The following lines prepare an annotated collection (with a text showing the time period to which the layer belongs). This annotated collection will be displayed in the console as a GIF, which can be saved on your PC in GIF format.

// Define GIF visualization parameters.
var gifParams = {
  'region': buffered_extent,
  'dimensions': 600,
  'framesPerSecond': 1.5
};

var text = require('users/gena/packages:text'); // Import gena's package which allows text overlay on image

var annotations = [
 {position: 'left', offset: '0.25%', margin: '0.25%', property: 'label', scale: 100} //large scale because image if of the whole world. Use smaller scale otherwise
  ];

function addText(image){
  var image_0 = image.clip(districts.union());
  var timeStamp = image.get('description'); // get the time stamp of each frame. This can be any string. Date, Years, Hours, etc.
  var timeStamp_ = ee.String(timeStamp); //convert time stamp to string 
  var image_ = image_0.visualize(landSurfaceTemperatureVis).set({'label':timeStamp}); // set a property called label for each image
  var annotated = text.annotateImage(image_, {}, extent, annotations); // create a new image with the label overlayed using gena's package
  return annotated;
}

var AnnotatedCollectionWetSeason = WetSeasonMedianCollection.map(addText); //add time stamp to all images
var AnnotatedCollectionDrySeason = DrySeasonMedianCollection.map(addText);


print(ui.Thumbnail(AnnotatedCollectionWetSeason,  gifParams));

var AnnotatedCollectionDrySeason = DrySeasonMedianCollection.map(addText);

print(ui.Thumbnail(AnnotatedCollectionDrySeason,  gifParams));

Centered Image
Rainy Season (Apr-Dec) MODIS Composites (20 years)

Centered Image
Dry Season (Jan-Mar) MODIS Composites (20 years)

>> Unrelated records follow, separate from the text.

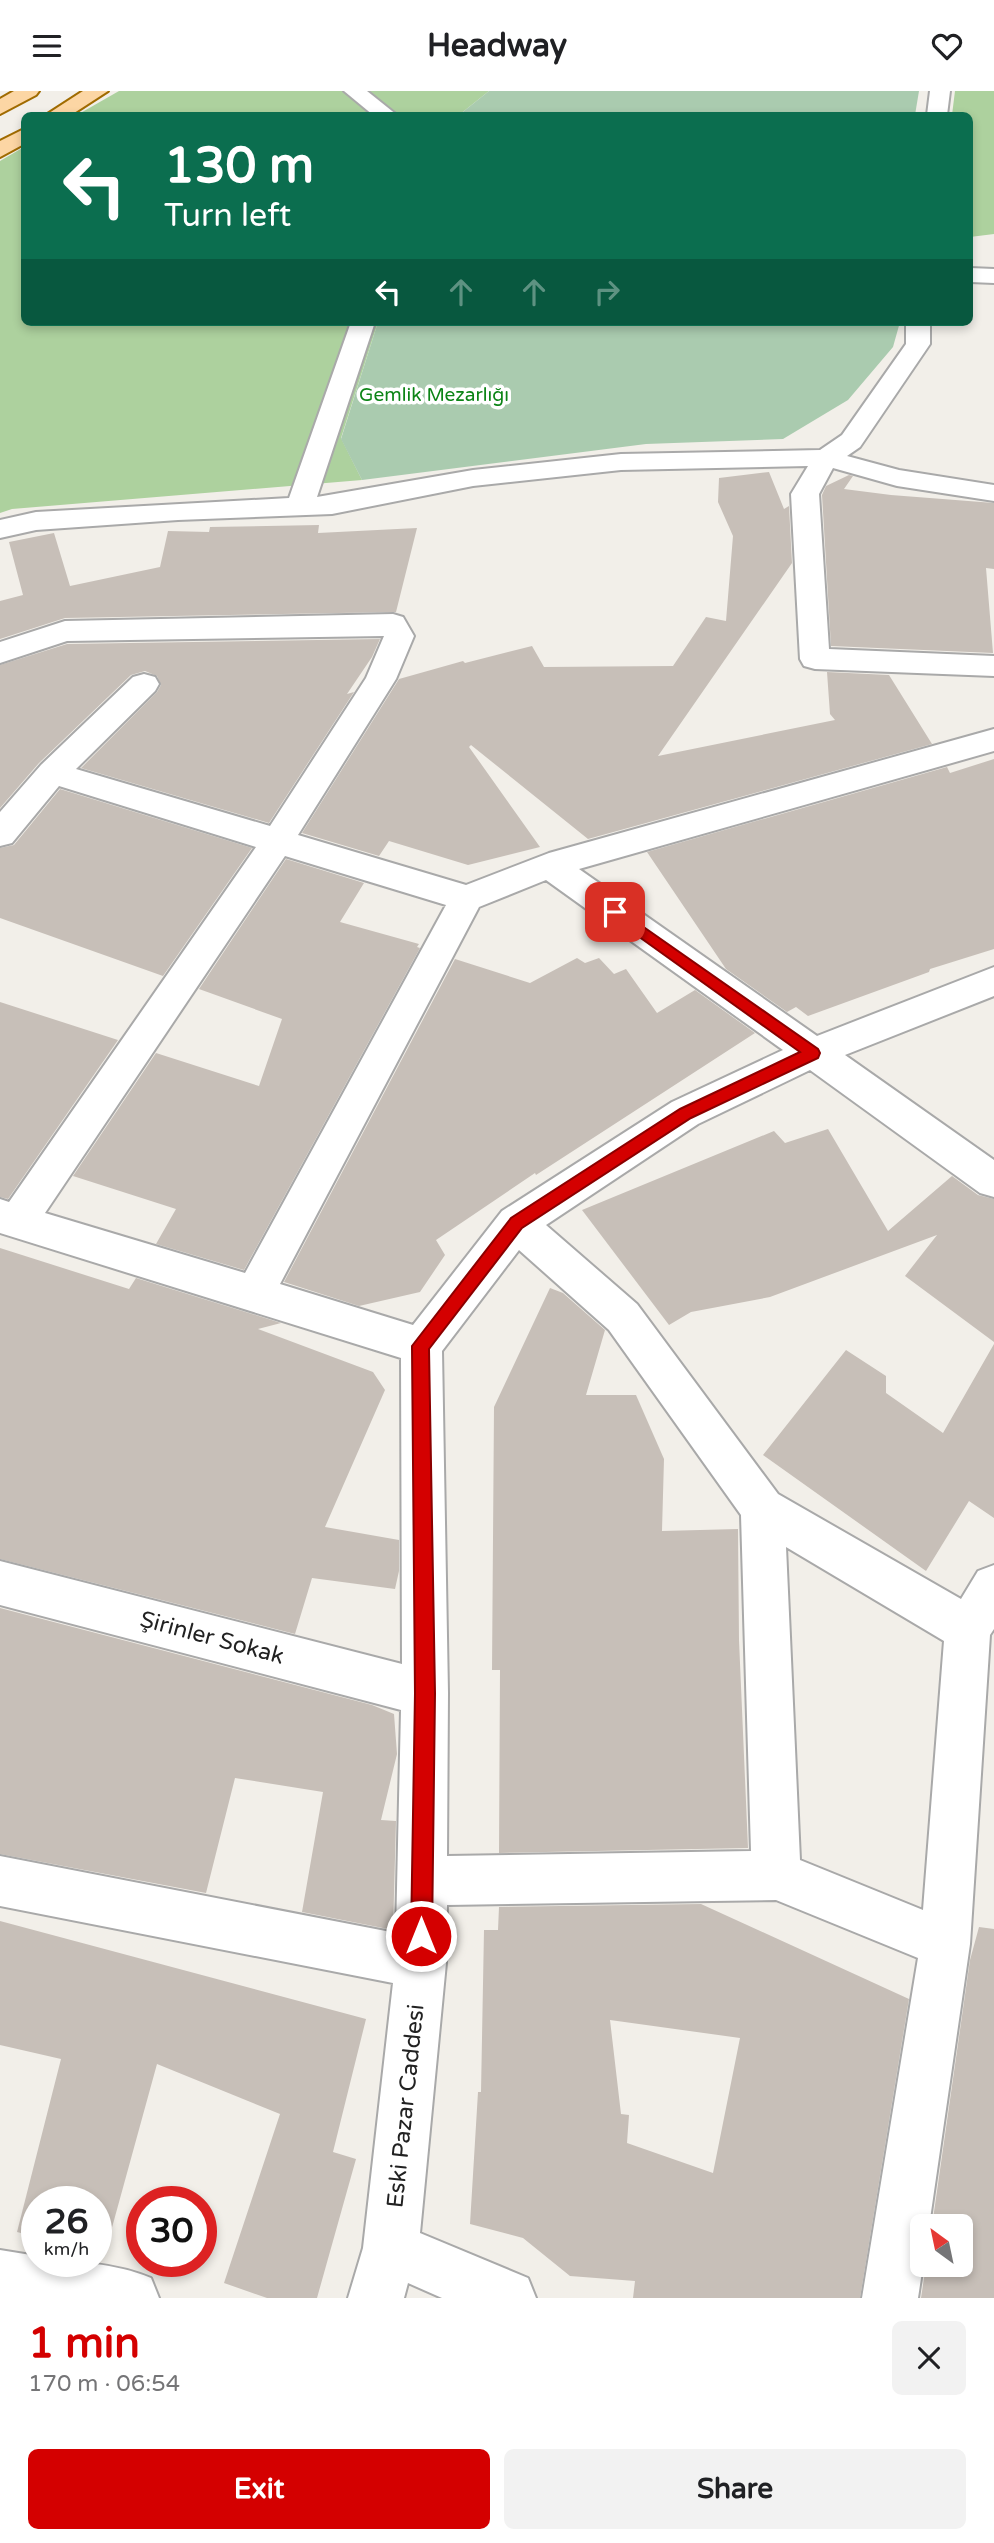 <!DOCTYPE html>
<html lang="en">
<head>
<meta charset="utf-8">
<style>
	body { margin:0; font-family:"Varela Round",sans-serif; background:#f2f2f2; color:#202124; height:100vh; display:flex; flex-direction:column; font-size:26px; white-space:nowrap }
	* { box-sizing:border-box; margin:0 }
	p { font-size:23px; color:#757577 }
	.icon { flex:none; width:38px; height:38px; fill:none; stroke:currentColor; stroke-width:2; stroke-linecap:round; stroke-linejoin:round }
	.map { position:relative; height:2207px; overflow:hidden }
	.panel { display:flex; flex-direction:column; background:#fff; flex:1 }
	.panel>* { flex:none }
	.banner { position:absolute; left:21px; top:21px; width:952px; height:214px; border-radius:10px; box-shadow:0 4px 10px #0003; background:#0b6e4f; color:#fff; overflow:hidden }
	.needle { width:46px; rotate:327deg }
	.fabs { position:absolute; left:910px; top:2123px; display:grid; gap:14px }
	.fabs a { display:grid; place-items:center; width:63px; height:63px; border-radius:10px; background:#fff; box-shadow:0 4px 10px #0003; font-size:35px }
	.speed { position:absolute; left:21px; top:2095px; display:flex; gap:14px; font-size:35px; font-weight:700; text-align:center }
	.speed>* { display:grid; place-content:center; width:91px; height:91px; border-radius:50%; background:#fff; box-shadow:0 4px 10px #0003; line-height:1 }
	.speed small { font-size:18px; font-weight:400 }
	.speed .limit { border:10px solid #d22; background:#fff; color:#111 }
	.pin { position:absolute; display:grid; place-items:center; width:60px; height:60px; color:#fff; margin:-30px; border-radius:14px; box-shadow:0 4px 10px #0006 }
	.me { position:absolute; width:77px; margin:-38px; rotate:0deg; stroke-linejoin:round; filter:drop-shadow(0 0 5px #0008) }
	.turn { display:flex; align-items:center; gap:24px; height:147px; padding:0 28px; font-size:32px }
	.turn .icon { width:91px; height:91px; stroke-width:2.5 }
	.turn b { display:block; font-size:49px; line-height:60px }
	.lanes { display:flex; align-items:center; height:66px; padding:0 28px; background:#0003; justify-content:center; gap:35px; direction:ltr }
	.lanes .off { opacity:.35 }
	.round { display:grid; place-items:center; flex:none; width:74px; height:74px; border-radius:10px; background:#f2f2f2 }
	.summary { display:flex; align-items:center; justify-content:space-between; height:119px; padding:0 28px }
	h1 { font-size:42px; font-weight:700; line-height:52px; color:#d40000 }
	.cta { display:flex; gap:14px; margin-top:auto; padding:14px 28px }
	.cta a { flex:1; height:80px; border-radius:10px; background:#d40000; color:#fff; font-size:28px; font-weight:700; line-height:80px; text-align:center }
	.cta a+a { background:#f2f2f2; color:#202124 }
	header { display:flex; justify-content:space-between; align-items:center; height:91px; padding:0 28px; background:#fff; font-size:32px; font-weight:700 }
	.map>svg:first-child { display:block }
	.forest { fill:#add19e }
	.cemetery { fill:#aacbaf }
	.building { fill:#c7bfb8; fill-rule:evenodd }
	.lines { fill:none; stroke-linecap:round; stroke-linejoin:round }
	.minor-casing { stroke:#a9a9a9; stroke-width:4 }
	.major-casing { stroke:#a06b00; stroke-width:4 }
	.minor { fill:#fff; fill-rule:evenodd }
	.major { fill:#fcd6a4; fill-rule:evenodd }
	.route { fill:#d40000; stroke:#8a0000; stroke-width:2 }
	.labels { text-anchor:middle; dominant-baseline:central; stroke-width:7; stroke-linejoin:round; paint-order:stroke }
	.far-park-label { font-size:19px; fill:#0c8416; stroke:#fff }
	.street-label { font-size:23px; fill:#222; stroke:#fff }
</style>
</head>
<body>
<header><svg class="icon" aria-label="menu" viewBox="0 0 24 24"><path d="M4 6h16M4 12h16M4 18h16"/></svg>Headway<svg class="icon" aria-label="heart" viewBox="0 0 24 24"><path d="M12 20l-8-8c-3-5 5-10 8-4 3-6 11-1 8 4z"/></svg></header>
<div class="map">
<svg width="994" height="2207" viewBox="0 0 994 2207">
	<rect width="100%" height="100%" fill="#f2efe9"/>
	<g class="forest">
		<polygon points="119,0 489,0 459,24 77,24"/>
		<polygon points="955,0 994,0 994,143 970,146 970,24 952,24"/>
		<polygon points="24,56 24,231 378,231 341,347 362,389 12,418 0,422 0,70"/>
	</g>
	<g class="cemetery">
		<polygon points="489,0 919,0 915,24 459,24"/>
		<polygon points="378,231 900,231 893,256 848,309 783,348 646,353 362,389 341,348"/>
	</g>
	<g class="building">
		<polygon points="769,381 784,418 789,415 792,472 658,665 835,629 830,623 827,581 889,584 932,653 588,748 471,654 469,656 540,756 468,774 389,750 379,765 302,742 399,588 463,570 465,572 532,555 544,576 673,575 706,526 726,530 733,445 718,411 719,387"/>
		<polygon points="849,384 853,385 844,398 891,404 994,412 994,478 986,477 993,562 831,555 822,404 826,395"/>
		<polygon points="319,434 318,442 417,437 396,521 65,527 0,548 0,510 23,504 9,451 54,442 70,495 160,476 168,440 209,441 210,436"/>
		<polygon points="380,548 372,566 347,603 354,601 269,732 81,677 157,601 161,594 157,585 145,580 131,584 39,672 0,717 0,574 67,553"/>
		<polygon points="994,668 994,858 930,878 929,881 808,925 796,916 787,921 726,878 647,761 947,676 950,682"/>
		<polygon points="60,698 252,757 163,885 0,827 0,757 14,754"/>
		<polygon points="286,768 364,792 340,831 419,853 417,856 420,857 244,1179 156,1153 176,1118 73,1085 156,962 259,995 282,928 199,898"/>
		<polygon points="577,867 585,872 599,867 614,883 626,878 657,922 695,899 755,942 536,1084 535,1082 436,1149 445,1164 420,1201 359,1215 284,1191 455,868 530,892"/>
		<polygon points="0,911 118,949 8,1108 0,1106"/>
		<polygon points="828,1038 888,1140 952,1085 978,1104 994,1108 994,1251 905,1185 937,1144 770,1206 691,1221 669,1234 582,1119 774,1040 785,1052"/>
		<polygon points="0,1157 129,1198 136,1187 281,1232 258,1238 373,1281 385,1299 325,1436 399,1449 399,1480 395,1498 312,1487 295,1543 0,1468"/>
		<polygon points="550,1197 563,1202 605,1239 586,1304 636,1304 664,1368 662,1440 738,1438 739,1549 748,1757 499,1762 500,1579 492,1579 494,1316"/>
		<polygon points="994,1253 994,1427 969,1410 926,1480 763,1364 846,1259 886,1285 886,1302 943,1342"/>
		<polygon points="0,1517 372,1614 394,1623 397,1663 381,1729 396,1730 393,1839 302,1821 323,1701 235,1687 206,1802 0,1763"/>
		<path d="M701,1813L909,1908L860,2207H633L635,2190L570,2185L523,2147L470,2133L478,2001H481L484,1839H498L499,1816ZM610,1929L740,1947L713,2082L627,2052L629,2024L621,2023Z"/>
		<polygon points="0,1830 366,1928 333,2061 356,2068 317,2207 267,2207 224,2192 280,2023 157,1973 105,2162 96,2160 96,2110 37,2110 37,2146 17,2141 61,1968 0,1954"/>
		<polygon points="979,1836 994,1838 994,2207 921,2207 926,2174 961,2174 961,2135 932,2135 970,1869"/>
	</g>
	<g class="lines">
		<g class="minor-casing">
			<g id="minor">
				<polygon points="344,0 367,0 397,24 373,24"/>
				<polygon points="930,0 950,0 947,24 927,24"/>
				<polygon points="970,177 994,178 994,192 970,191"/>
				<polygon points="351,231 375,231 317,406 473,379 621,363 820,359 842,344 906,253 906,231 930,231 930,253 860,356 847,365 899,379 994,394 994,410 897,395 833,377 819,403 829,558 994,565 994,585 815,578 804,575 800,568 791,403 808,375 621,379 473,395 332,423 178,429 36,439 0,447 0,429 36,421 289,407"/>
				<path d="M393,523L403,526L414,545L396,588L298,744L466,794L549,762L994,638V660L579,778L817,945L994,876V905L845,964L994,1069V1106L980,1102L810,979L698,1033L546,1134L637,1213L778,1403L961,1508L978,1480L994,1474V1538L990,1544L970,1853L929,2135H922L923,2174L918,2207H862L918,1867L776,1809L447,1814L446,1872L420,2142L528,2187L536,2207H442L408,2192L404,2207H348L363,2157L393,1892L0,1815V1765L396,1842L401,1619L0,1514V1470L402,1573L401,1267L0,1142V1108L9,1111L256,756L59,695L12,752L0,755V721L41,674L133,586L144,583L155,586L159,593L155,600L76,678L270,735L366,587L384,545L67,550L0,572V551L65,530ZM285,765L446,814L245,1182L45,1122ZM546,789L783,959L672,1011L502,1120L413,1234L280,1193L479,816ZM519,1159L609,1239L741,1424L751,1760L447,1765L448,1602L442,1260ZM786,1456L944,1550L923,1819L800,1769Z"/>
				<path d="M0,2159L37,2165V2170C75,2170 115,2172 151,2187L159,2207H0Z"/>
			</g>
		</g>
		<g class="major-casing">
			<g id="major">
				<polygon points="14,0 39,0 36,4 0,23 0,8"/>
				<polygon points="83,0 108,0 71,24 46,24"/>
				<polygon points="24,38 24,53 0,66 0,50"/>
			</g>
		</g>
		<use href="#minor" class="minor"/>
		<use href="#major" class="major"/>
	</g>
	<polygon class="route" points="615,816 818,958 820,962 818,967 691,1027 522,1137 429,1258 435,1602 432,1845 429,1852 421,1855 414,1852 411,1845 415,1602 412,1255 511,1127 680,1018 800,961 610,825 610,818"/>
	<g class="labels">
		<g class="far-park-label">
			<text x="434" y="304">Gemlik Mezarlığı</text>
		</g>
		<g class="street-label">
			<text transform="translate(212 1547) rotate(15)">Şirinler Sokak</text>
			<text transform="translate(406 2015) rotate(-84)">Eski Pazar Caddesi</text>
		</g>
	</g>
</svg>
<div class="fabs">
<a><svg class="needle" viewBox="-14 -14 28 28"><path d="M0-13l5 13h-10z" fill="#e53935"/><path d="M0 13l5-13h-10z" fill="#757577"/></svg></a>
</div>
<div class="speed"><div>26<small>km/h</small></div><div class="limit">30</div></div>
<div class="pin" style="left:615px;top:821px;background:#d93025"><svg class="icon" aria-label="arrive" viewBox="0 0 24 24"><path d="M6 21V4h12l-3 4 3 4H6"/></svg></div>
<svg class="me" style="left:421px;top:1845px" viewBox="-20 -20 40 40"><circle r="17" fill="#d40000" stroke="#fff" stroke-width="3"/><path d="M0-11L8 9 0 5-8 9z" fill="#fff"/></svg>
<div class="banner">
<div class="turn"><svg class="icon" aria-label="left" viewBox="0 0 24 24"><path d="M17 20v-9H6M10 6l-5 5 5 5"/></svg><div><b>130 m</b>Turn left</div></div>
<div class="lanes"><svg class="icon" aria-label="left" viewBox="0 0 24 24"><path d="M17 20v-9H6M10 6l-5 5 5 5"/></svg><svg class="icon off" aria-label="ahead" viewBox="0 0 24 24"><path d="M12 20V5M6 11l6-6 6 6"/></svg><svg class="icon off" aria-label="ahead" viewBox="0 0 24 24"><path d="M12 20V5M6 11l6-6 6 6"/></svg><svg class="icon off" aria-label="right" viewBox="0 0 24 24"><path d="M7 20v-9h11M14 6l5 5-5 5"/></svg></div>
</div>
</div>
<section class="panel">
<div class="summary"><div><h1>1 min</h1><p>170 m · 06:54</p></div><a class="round"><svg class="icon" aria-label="close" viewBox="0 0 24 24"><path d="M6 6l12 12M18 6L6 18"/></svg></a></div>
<div class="cta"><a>Exit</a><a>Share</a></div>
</section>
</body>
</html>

Finally, we present our area of interest. For this we create a map of the regional location of our area of interest and another with the location within the country. This is done with the help of the ui.Map object. Note how at the end we present the map with the location within the country with satellite images as background.

// ui.Map objects can be constructed. Here, a new map is declared.
var newMap = ui.Map({
  center: {lat: 8, lon: -80, zoom: 5.5
  },
  style: {position: 'bottom-right', width: '400px'}
});

var geomLayer = ui.Map.Layer(districts.union(), {color: 'red'}, 'Area of Interest');
var extentLayer = ui.Map.Layer(districts.bounds, {color:'red'}, 'Extent');
newMap.add(geomLayer);
newMap.add(extentLayer);

// Add the newMap to the defaultMap;
Map.add(newMap);

// Other UI widgets can be added to ui.Map objects, for example labels:
defaultMap.add(ui.Label('Countrywide location', {position: 'bottom-left'}));
newMap.add(ui.Label('Regional Location', {position: 'bottom-left'}));

Map.setControlVisibility({all: false});
newMap.setControlVisibility({all: false});
Map.setOptions("SATELLITE");

Centered Image
Regional and country-wide overview of our Area of Interest (AOI)

Google Earth Engine provides scientists, as well as anyone with a google account, the opportunity to perform spatial analysis, which can help us to assess the state of natural resources, demographic evolution and other geospatial phenomena.

Conclusion

In this blog post, we were able to see how to create a time series graph of temperature data from the MODIS Sensor for a geographic region that has undergone major geomorphological changes in recent years. This analysis could be done for a period of 20 years. In addition, these composites could be added in GIF format, and a regional and country level location map could also be added.